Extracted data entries
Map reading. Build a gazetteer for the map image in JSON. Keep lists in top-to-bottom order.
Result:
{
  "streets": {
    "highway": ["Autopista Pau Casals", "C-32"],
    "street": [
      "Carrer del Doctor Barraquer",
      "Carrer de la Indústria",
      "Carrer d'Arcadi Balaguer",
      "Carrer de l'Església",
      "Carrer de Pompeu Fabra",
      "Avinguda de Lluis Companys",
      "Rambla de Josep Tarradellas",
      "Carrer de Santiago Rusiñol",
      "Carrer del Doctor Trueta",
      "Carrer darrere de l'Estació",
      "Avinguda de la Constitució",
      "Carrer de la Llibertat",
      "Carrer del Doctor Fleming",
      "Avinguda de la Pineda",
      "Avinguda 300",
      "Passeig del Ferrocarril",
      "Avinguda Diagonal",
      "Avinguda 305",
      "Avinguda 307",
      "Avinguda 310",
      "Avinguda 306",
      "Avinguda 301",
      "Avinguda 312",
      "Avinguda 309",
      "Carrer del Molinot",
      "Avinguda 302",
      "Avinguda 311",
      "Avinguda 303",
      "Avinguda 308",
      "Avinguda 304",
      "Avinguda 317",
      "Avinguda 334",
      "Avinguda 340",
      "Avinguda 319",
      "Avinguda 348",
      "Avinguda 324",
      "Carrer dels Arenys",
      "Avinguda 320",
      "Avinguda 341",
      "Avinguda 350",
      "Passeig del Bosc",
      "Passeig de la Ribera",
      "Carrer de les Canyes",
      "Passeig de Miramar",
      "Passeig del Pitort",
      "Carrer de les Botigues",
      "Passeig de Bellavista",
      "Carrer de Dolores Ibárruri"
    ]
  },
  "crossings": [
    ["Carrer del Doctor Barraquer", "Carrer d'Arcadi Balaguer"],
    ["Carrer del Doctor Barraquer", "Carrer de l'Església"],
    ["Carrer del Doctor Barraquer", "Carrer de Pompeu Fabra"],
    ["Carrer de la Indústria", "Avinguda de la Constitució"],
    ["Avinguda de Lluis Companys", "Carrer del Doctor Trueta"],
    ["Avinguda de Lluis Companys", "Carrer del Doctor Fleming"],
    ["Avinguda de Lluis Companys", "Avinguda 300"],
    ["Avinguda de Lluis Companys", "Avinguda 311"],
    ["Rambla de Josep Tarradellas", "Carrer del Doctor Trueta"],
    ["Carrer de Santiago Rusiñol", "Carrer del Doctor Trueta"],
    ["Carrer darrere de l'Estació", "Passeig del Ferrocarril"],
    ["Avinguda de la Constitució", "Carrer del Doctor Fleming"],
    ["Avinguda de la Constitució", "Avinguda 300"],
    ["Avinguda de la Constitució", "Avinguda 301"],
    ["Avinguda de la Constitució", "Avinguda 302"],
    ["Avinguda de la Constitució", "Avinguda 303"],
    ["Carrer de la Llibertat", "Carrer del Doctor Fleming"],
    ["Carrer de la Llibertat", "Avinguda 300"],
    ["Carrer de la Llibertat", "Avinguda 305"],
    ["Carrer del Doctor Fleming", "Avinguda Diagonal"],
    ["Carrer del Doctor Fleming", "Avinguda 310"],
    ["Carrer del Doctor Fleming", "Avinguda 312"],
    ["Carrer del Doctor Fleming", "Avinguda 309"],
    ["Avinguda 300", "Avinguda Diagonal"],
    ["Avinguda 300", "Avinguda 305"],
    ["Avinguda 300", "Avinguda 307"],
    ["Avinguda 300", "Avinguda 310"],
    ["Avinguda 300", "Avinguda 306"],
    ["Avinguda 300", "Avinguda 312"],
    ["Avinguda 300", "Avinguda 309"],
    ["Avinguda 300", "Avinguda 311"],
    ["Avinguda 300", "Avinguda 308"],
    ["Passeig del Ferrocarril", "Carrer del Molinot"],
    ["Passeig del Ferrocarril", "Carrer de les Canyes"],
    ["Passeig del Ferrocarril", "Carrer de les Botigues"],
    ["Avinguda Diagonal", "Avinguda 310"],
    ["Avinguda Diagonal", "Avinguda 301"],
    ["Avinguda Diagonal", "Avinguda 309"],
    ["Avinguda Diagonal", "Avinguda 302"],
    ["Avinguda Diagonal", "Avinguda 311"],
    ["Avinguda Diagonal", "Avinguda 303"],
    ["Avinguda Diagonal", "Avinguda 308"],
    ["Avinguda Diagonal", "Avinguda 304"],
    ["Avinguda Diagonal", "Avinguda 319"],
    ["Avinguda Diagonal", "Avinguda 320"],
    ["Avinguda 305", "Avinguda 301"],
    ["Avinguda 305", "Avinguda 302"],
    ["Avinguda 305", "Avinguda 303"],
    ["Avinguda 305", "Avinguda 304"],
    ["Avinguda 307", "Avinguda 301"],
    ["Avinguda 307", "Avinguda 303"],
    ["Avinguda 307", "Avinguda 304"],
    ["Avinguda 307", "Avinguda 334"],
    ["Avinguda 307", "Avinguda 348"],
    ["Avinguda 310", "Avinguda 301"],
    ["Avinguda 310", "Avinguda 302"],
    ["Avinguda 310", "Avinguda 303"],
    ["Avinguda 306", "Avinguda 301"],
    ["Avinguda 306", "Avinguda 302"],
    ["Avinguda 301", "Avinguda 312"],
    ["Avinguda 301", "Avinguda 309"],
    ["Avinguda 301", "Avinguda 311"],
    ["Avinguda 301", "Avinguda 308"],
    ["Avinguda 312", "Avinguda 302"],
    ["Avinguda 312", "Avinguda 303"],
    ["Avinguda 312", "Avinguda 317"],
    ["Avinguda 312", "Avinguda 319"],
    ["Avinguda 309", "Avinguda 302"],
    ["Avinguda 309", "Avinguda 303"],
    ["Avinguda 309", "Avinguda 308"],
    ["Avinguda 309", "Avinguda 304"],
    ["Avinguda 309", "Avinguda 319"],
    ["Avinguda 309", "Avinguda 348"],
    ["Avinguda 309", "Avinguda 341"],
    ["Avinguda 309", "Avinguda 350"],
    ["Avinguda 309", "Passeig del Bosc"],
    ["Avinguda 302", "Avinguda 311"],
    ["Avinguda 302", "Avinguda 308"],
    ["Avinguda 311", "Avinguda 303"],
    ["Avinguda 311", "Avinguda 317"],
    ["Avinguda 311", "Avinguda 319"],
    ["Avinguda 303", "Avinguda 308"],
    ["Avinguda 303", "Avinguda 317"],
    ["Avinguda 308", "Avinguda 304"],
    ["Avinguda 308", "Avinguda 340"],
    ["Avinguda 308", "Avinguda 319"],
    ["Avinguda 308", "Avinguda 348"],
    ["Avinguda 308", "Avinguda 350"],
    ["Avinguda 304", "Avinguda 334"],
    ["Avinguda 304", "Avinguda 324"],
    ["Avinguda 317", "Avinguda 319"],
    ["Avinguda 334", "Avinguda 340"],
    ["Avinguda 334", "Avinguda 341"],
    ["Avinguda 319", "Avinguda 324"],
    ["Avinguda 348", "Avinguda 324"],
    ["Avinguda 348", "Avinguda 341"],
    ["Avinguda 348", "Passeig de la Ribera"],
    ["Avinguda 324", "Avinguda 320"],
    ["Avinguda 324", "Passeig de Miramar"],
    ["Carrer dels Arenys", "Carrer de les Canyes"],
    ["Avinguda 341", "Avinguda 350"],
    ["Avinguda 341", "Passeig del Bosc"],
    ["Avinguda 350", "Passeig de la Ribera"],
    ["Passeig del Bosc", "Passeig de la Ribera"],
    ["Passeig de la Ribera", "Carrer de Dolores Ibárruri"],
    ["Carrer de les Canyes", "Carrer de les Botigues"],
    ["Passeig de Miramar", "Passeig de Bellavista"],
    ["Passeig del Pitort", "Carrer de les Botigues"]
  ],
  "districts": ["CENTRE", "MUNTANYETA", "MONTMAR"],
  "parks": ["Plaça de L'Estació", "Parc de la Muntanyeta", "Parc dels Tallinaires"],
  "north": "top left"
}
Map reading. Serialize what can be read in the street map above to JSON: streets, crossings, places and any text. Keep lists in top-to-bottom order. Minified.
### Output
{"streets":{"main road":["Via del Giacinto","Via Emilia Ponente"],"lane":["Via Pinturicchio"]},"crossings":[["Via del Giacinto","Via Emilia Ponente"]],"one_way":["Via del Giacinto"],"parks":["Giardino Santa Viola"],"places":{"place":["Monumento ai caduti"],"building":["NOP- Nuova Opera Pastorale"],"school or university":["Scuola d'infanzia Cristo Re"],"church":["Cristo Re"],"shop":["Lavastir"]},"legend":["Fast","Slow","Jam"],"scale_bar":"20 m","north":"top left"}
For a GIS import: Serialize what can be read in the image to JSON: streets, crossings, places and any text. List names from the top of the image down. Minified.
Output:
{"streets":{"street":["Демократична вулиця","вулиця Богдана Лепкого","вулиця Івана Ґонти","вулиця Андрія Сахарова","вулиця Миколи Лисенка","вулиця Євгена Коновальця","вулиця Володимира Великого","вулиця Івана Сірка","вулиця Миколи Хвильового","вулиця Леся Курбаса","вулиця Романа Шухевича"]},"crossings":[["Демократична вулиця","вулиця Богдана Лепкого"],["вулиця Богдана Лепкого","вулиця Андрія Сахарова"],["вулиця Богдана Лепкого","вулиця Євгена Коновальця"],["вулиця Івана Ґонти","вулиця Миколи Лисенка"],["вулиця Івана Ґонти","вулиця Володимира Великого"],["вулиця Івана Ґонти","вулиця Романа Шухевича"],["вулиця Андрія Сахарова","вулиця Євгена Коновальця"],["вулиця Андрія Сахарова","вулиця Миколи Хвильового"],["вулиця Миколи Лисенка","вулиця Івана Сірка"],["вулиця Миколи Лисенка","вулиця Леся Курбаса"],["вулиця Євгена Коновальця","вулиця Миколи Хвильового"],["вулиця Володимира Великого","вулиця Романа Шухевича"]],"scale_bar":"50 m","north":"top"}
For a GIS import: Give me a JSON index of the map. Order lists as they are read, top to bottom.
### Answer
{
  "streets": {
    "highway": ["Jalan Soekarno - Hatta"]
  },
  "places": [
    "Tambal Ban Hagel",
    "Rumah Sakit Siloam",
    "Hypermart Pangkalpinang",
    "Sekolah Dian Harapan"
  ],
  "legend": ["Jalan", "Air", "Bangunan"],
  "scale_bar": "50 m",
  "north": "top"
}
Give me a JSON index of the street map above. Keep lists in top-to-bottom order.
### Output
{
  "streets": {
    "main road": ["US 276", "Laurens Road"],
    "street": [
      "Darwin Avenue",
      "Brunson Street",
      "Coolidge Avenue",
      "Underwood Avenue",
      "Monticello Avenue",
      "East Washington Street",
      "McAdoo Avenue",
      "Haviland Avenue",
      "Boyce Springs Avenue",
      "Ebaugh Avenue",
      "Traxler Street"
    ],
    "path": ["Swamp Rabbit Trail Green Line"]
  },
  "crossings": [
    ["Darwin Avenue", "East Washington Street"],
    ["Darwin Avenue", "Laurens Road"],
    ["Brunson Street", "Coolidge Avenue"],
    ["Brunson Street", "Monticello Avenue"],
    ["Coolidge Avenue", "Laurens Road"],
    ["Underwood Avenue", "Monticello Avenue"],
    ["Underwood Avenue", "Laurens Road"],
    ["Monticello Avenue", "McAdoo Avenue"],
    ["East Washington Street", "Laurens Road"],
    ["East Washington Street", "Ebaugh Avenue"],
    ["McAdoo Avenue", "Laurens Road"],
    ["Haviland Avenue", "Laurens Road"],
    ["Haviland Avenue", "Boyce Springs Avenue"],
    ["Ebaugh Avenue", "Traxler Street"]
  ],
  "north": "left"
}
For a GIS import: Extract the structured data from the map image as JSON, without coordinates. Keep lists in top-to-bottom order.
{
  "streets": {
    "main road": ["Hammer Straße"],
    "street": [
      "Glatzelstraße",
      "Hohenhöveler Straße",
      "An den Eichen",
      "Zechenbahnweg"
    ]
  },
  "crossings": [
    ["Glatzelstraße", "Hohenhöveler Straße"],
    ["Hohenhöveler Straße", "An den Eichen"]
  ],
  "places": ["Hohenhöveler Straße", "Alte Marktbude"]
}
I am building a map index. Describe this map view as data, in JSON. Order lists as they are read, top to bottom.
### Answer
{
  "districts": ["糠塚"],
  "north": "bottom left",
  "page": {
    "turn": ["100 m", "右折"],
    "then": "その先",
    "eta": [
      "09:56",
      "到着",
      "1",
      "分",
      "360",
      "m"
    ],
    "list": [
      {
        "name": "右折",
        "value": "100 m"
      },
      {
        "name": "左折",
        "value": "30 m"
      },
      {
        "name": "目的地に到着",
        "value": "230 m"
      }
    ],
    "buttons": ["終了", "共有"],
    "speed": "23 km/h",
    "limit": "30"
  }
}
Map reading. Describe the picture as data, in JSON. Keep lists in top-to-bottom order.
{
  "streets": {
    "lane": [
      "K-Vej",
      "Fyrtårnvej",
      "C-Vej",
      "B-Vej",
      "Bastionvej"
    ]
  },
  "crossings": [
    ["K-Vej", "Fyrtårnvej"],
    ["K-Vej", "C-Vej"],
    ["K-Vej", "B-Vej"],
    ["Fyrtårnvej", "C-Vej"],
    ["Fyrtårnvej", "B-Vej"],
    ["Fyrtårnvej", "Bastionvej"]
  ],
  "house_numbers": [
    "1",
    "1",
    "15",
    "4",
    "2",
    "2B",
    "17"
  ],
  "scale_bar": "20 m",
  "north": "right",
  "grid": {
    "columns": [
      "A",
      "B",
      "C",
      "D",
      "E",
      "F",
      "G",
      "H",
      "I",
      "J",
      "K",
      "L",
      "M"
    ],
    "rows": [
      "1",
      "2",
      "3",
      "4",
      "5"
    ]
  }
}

### Your instructions:
Exactly the lines above from the one with "For a GIS import: Give" to the one with "Give me a JSON index of the street", both included, are to be quoted; leave the rest out.

### Written answer:
For a GIS import: Give me a JSON index of the map. Order lists as they are read, top to bottom.
### Answer
{
  "streets": {
    "highway": ["Jalan Soekarno - Hatta"]
  },
  "places": [
    "Tambal Ban Hagel",
    "Rumah Sakit Siloam",
    "Hypermart Pangkalpinang",
    "Sekolah Dian Harapan"
  ],
  "legend": ["Jalan", "Air", "Bangunan"],
  "scale_bar": "50 m",
  "north": "top"
}
Give me a JSON index of the street map above. Keep lists in top-to-bottom order.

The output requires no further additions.